*** DATA SUPPLIED Section Begins ***

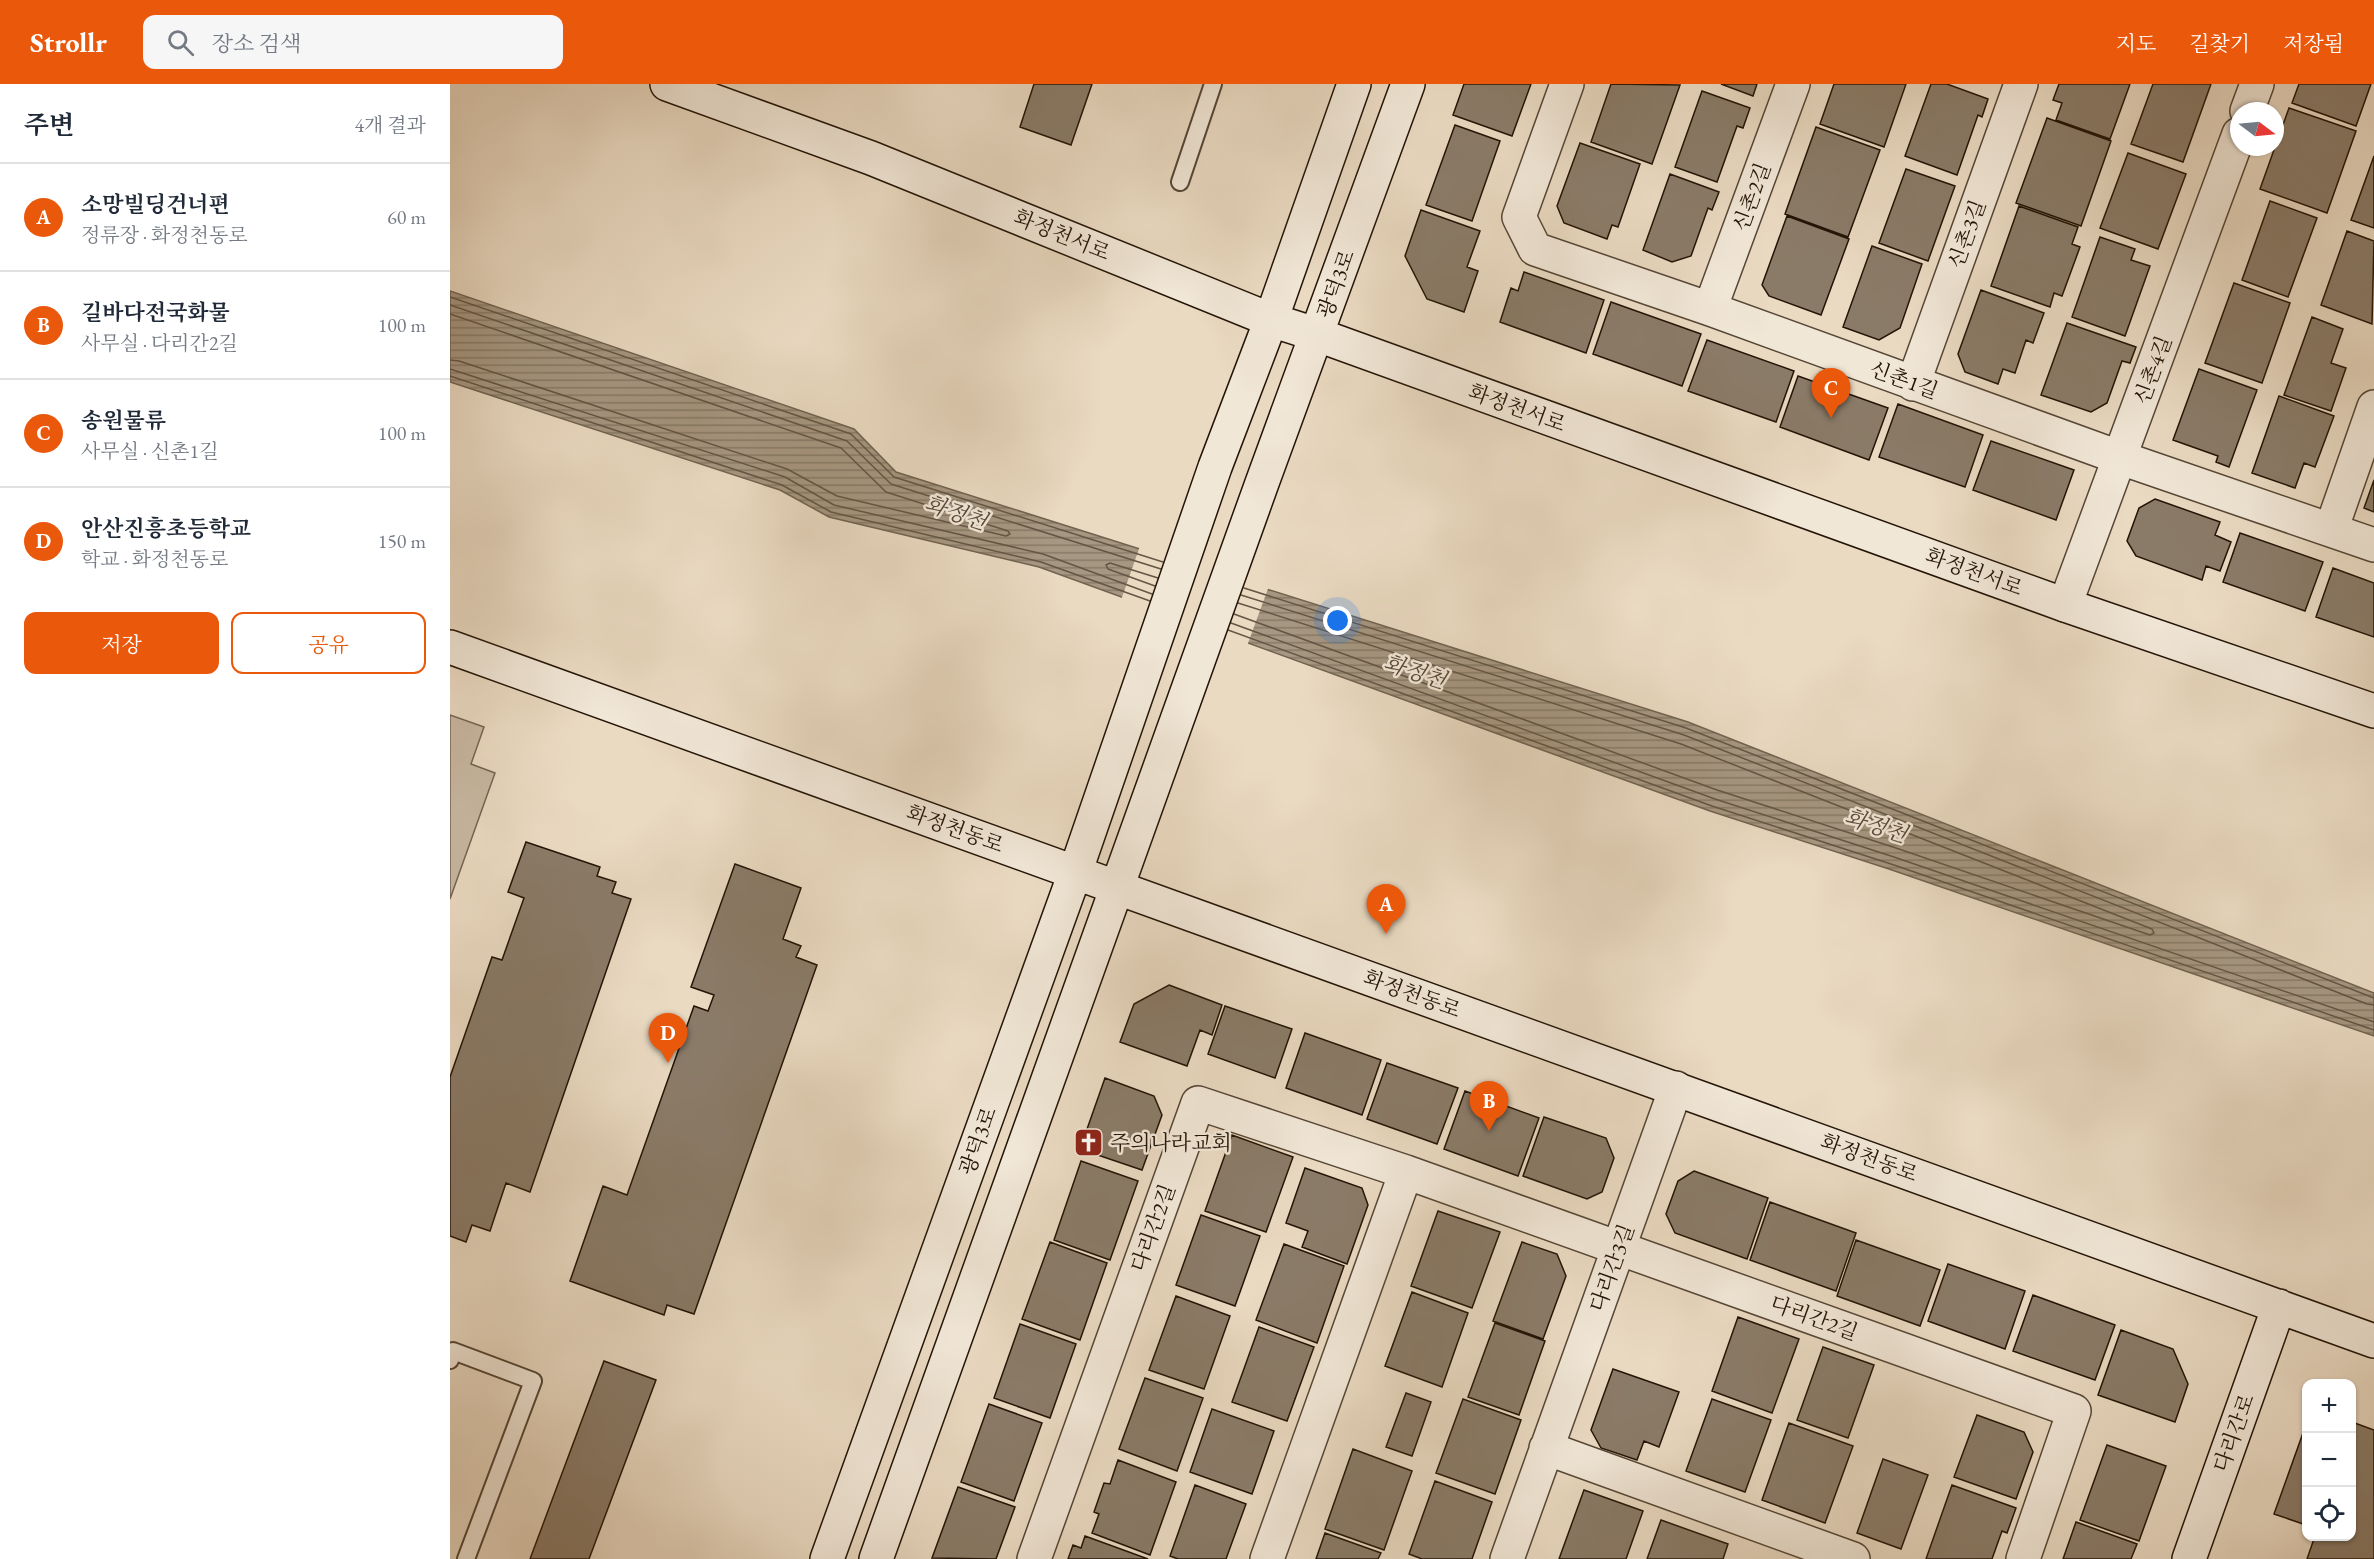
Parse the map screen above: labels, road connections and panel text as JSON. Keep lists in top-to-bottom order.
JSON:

*** DATA SUPPLIED Section Ends ***
*** DATA SUPPLIED Section Begins ***

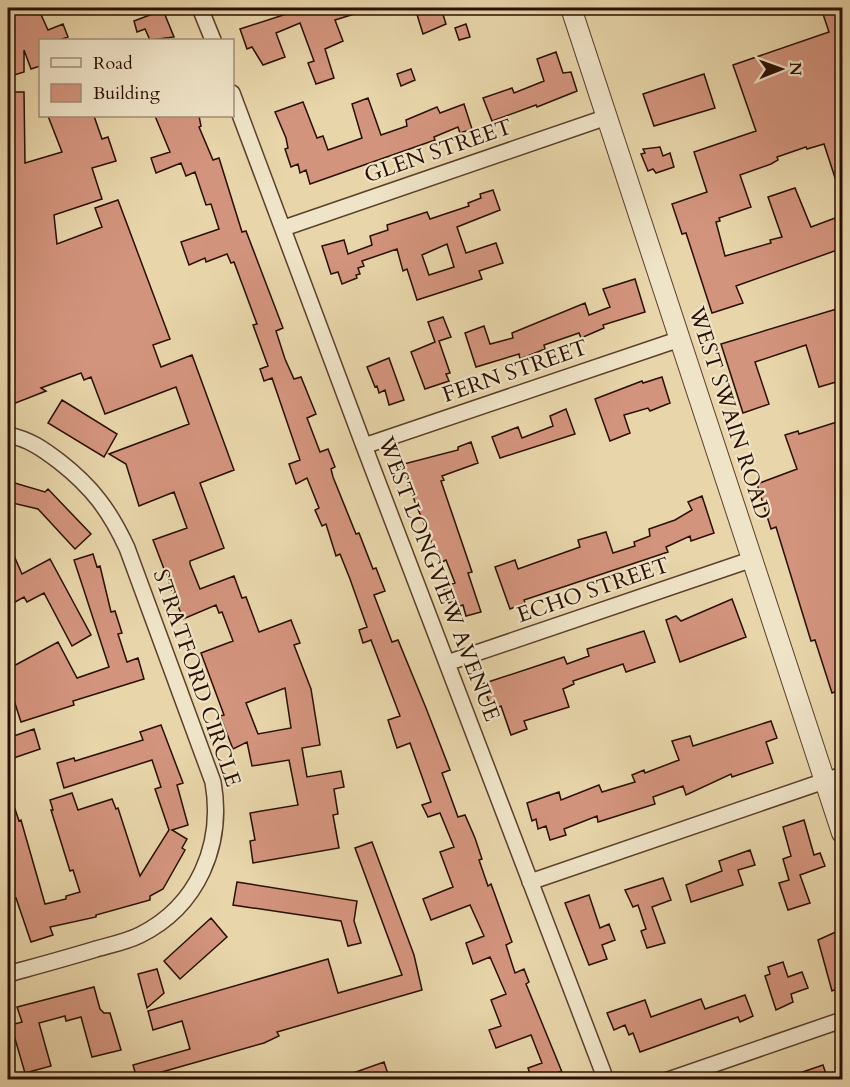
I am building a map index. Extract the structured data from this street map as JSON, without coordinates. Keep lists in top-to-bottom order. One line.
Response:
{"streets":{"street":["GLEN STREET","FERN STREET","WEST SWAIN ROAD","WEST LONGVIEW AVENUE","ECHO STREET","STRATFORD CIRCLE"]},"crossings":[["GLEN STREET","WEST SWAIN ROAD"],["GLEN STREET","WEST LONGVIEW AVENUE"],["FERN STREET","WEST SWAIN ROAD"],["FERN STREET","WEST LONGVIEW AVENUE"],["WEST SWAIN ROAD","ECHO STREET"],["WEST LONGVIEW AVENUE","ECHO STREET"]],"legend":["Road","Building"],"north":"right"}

*** DATA SUPPLIED Section Ends ***
*** DATA SUPPLIED Section Begins ***

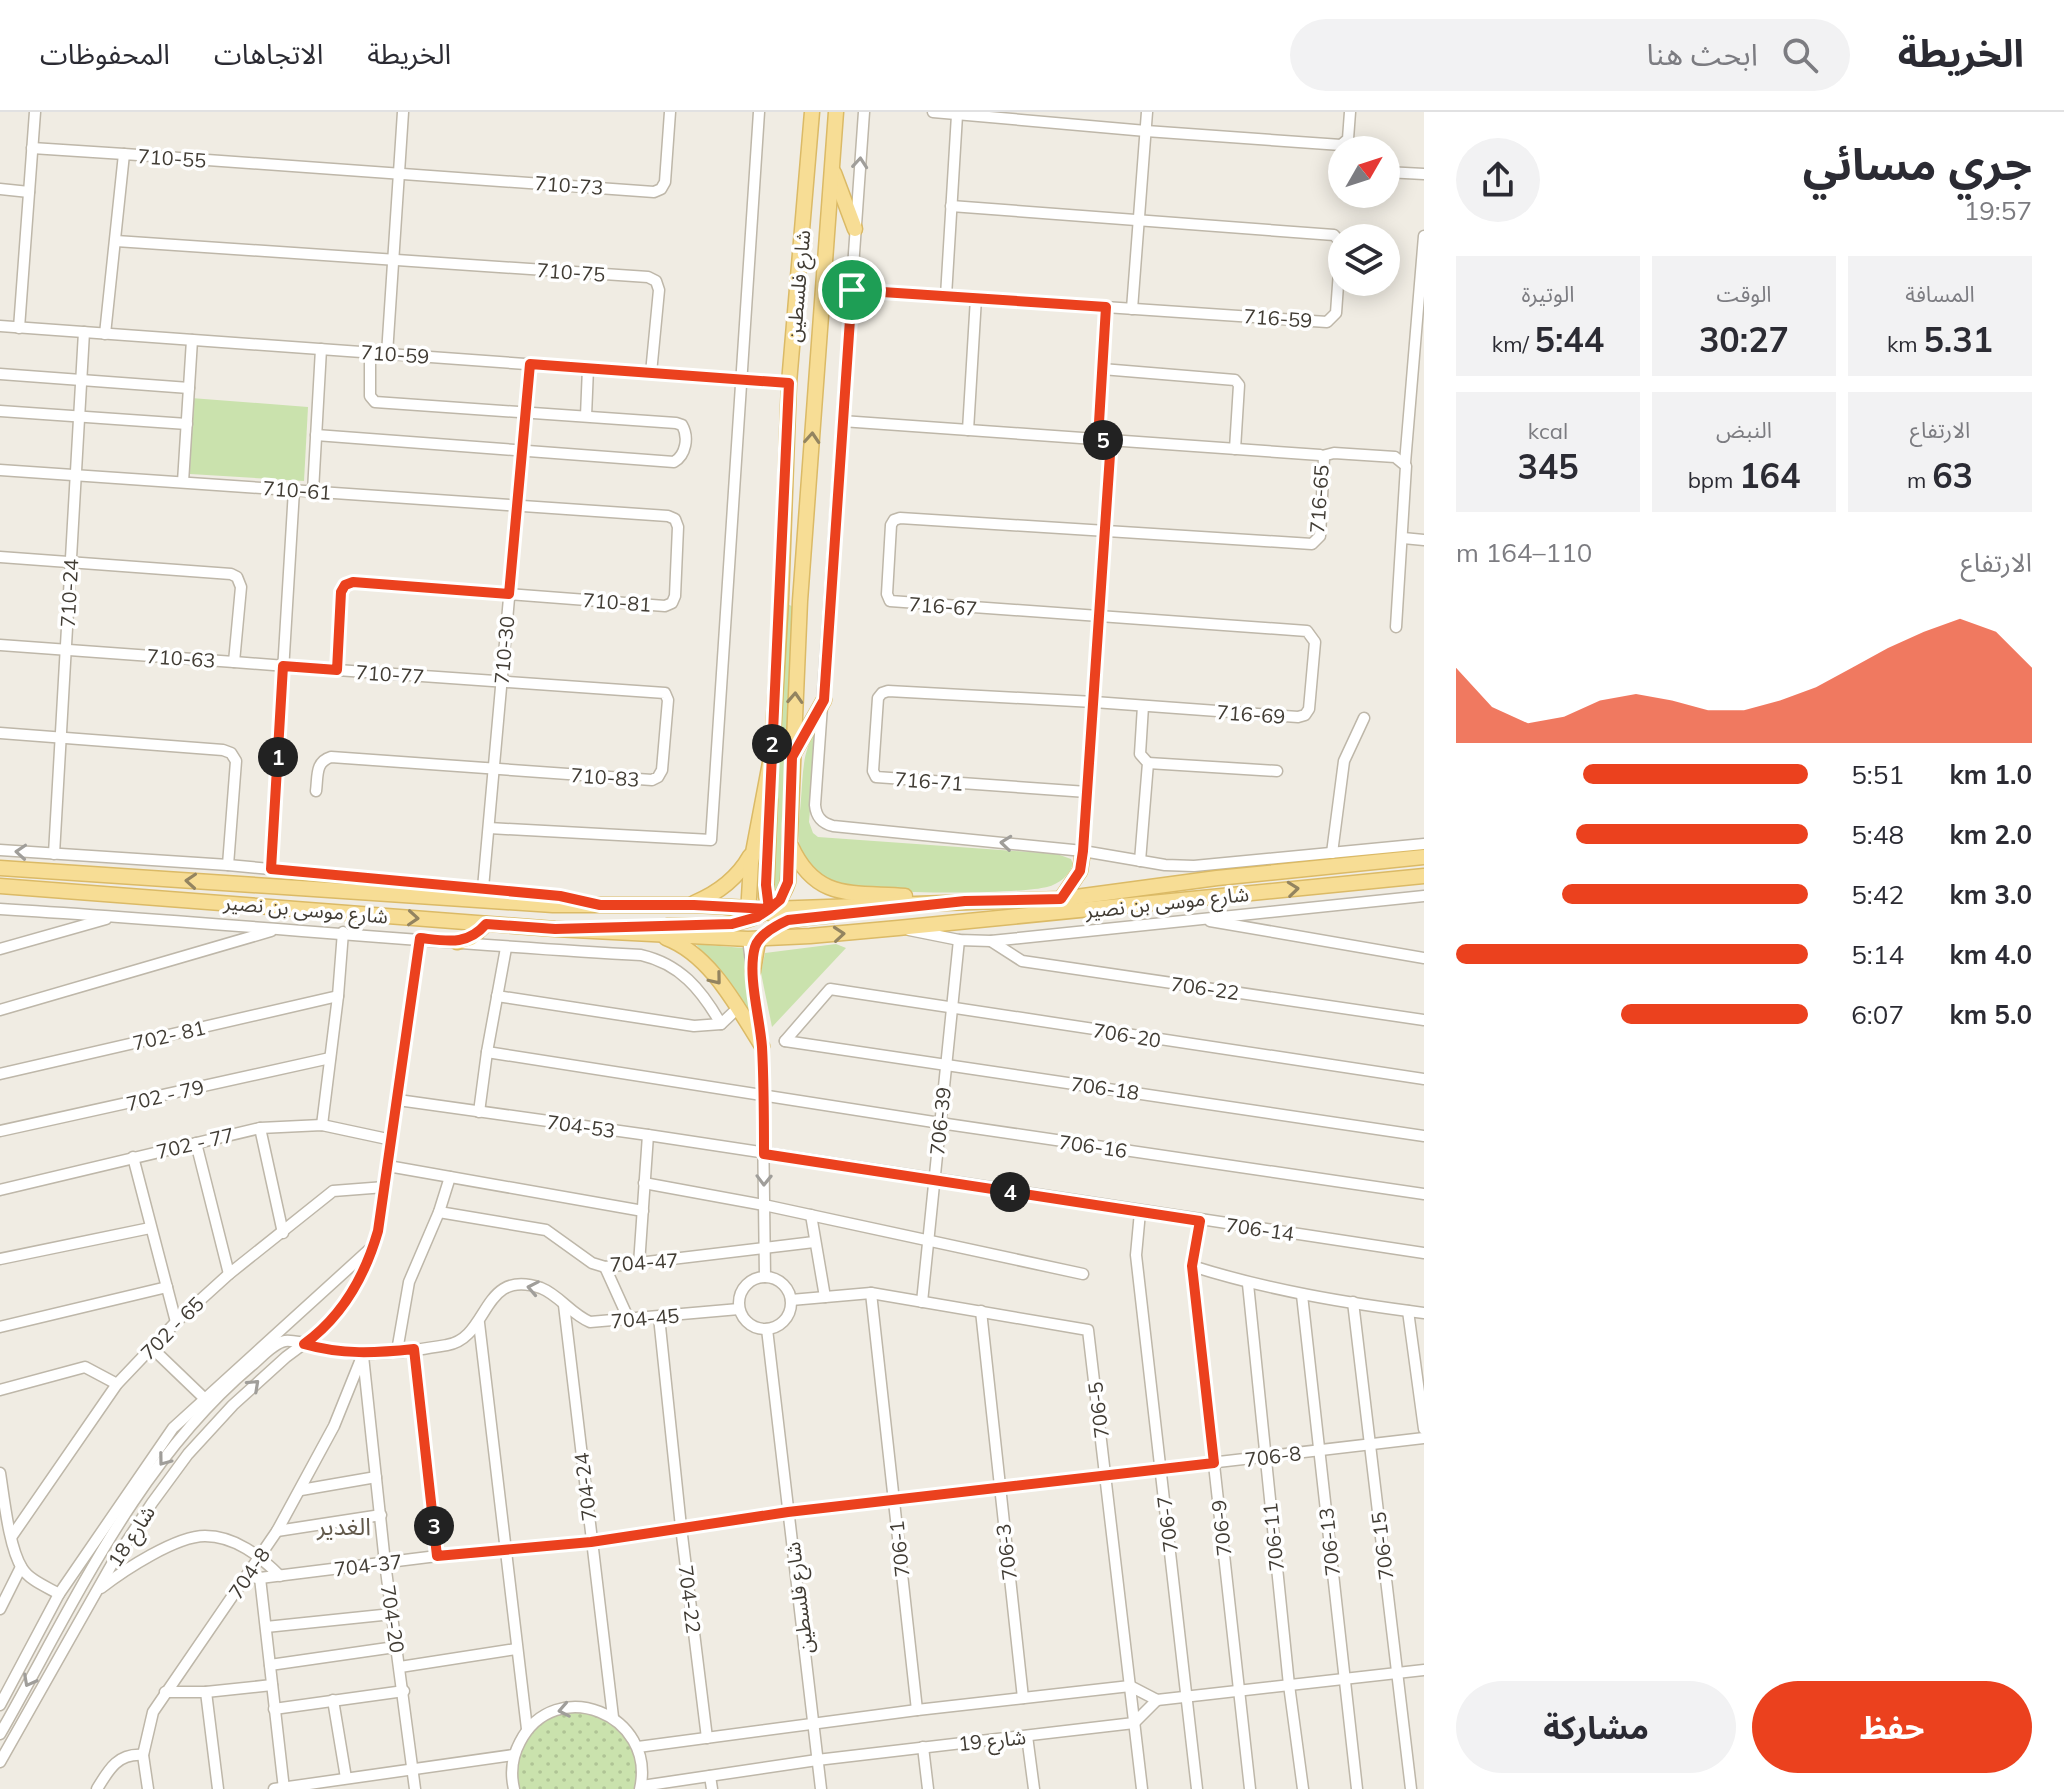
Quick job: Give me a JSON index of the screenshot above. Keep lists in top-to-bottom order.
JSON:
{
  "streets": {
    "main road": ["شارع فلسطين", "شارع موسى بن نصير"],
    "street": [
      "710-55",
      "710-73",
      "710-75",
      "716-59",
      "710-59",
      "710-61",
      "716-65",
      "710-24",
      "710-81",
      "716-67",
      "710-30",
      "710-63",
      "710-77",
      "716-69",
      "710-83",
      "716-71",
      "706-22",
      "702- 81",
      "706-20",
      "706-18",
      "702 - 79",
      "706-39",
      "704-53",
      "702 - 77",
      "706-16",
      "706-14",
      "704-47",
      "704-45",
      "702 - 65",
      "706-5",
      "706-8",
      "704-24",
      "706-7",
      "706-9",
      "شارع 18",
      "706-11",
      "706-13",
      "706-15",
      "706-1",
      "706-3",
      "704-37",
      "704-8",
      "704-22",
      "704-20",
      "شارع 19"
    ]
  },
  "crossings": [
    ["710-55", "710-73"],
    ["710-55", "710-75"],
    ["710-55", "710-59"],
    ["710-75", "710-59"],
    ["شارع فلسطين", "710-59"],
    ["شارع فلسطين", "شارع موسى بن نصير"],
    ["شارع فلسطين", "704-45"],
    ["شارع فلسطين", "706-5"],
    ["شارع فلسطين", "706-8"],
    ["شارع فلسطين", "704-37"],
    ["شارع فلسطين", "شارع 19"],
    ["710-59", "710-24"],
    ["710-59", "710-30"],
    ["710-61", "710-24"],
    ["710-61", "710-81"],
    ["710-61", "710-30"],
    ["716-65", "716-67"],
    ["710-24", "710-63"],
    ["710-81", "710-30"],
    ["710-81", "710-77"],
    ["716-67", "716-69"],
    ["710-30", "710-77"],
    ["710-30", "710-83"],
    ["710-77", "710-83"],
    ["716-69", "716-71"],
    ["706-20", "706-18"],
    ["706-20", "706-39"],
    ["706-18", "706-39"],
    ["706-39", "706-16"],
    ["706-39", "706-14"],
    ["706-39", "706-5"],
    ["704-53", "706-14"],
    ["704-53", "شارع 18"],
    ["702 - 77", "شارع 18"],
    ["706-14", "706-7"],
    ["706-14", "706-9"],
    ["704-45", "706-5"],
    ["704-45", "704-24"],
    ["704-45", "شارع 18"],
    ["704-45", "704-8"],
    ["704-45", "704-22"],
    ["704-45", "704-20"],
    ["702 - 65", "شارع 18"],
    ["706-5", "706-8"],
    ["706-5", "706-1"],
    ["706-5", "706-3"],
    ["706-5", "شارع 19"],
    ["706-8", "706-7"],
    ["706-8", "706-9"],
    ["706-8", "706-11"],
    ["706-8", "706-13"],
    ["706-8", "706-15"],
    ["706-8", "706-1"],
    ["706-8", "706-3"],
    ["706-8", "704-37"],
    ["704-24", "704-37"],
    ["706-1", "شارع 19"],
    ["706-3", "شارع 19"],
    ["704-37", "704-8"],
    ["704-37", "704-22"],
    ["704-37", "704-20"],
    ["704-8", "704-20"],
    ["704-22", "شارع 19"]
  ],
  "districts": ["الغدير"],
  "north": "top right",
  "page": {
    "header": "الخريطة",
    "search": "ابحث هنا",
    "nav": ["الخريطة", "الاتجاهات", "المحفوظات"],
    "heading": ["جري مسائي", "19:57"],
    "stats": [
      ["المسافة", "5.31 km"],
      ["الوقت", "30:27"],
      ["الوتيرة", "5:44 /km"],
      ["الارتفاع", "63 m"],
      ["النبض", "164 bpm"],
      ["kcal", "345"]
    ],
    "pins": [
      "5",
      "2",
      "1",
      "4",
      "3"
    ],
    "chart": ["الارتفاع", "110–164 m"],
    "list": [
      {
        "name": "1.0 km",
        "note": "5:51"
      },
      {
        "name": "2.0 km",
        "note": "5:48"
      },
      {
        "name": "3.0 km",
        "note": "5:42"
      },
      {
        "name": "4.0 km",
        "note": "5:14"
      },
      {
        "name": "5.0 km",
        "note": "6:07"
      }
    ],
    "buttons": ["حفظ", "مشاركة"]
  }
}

*** DATA SUPPLIED Section Ends ***

Pull from the data each line where the string "above" turns up.

RESPONSE FOR THIS EXERCISE →
Parse the map screen above: labels, road connections and panel text as JSON. Keep lists in top-to-bottom order.
Quick job: Give me a JSON index of the screenshot above. Keep lists in top-to-bottom order.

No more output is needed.